La riapertura dei musei dopo l'emergenza da Covid-19, rappresenta un momento importante per la cultura. Per quanto riguarda il Comune di Cassano, tornano visitabili il Museo Nazionale della Sibaride e il Parco Archeologico. Lo scrive Francesco Garofalo, Presidente del Centro Studi "Giorgio La Pira", della città delle terme, in una lettera inviata al ministro per i beni culturali Dario Franceschini, al quale, esprime la soddisfazione per la ripartenza anche in questo strategico settore.

Si torna alla normalità anche in questi due siti, patrimonio del Paese e di rilevanza internazionale, attrattori di visitatori e di turisti, a cui va rivolta – evidenzia -, evidentemente tutta l'attenzione e ulteriori investimenti per permettere all'intera area di diventare ancor di più punto di riferimento del settore turistico - archeologico per l'intera Calabria.

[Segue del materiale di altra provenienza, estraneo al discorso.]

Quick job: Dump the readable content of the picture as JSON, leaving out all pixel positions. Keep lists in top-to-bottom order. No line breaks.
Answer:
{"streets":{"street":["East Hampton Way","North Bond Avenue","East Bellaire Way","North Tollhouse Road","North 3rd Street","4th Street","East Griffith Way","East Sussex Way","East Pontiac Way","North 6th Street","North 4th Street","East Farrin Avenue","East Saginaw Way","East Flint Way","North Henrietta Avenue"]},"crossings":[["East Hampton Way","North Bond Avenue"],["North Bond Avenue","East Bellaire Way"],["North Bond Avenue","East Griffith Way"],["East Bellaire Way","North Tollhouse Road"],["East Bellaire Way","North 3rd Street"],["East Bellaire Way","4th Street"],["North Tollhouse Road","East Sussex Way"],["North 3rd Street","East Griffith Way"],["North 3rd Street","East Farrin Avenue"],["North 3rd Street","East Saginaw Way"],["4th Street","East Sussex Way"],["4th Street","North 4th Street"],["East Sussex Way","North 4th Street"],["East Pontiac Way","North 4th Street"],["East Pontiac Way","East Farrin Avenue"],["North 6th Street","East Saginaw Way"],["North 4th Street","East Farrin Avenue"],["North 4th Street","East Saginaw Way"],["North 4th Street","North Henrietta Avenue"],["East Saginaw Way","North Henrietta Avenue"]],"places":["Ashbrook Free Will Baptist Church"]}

Il Museo e il Parco Archeologico custodi della storia magno greca, devono divenire il volano di sviluppo e riferimento per tutti i comuni e, soprattutto con un occhio particolarmente attento alle scuole, dove giovanissimi cittadini devono essere spronati alla consapevolezza delle risorse ed alla storia del proprio territorio.

Riaprire le porte - scrive Garofalo -, deve significare anche la condivisone ad iniziative concrete e definitive per riportare il Parco Archeologico agli antichi splendori e per consegnare tale patrimonio alla completa e consapevole fruizione di appassionati e studiosi.

Ma per concretizzare tutto cio', deve essere accompagnata della necessaria sinergia istituzionale, per un'offerta turistica più ampia, che parti dall'ente locale attraverso un pacchetto di proposte, che possa soddisfare più strati: dagli amanti della cultura e della conoscenza della storia, oltre che quella del benessere.

Dopo aver detto – prosegue la missiva -, che l'archeologia rappresenta per la Calabria, una regione con ben sette parchi archeologici e numerosi musei che documentano il suo prestigioso percorso storico di "culla della Magna Grecia", la maggiore risorsa culturale, capace anche di fare da volano di sviluppo economico per la sua popolazione, è necessario promuovere turisticamente le antiche città della Magna Grecia non solo a livello di singola realtà comunale o di singola provincia, ma in una prospettiva più ampia, di maggiore respiro, che veda coinvolte tutte le regioni meridionali che conservano testimonianze della splendida civiltà magnogreca, dalla Calabria alla Basilicata, dalla Puglia alla Campania.

Fra tutte queste regioni - è auspicabile -, far nascere una sinergia operativa che porti alla realizzazione di un "itinerario della Magna Grecia", un progetto di promozione turistica che assuma i valori del territorio ancorati alla sua storia e alla sua civiltà come valori trainanti rispetto alla politica di valorizzazione delle fonti creatrici di ricchezza e di occupazione. Questo itinerario interregionale della Magna Grecia, avrebbe il vantaggio di portare alla definizione di una politica di sviluppo turistico di respiro meridionalistico, che veda la promozione del turismo non solo come risorsa economica ma anche come elemento di crescita culturale delle nostre popolazioni.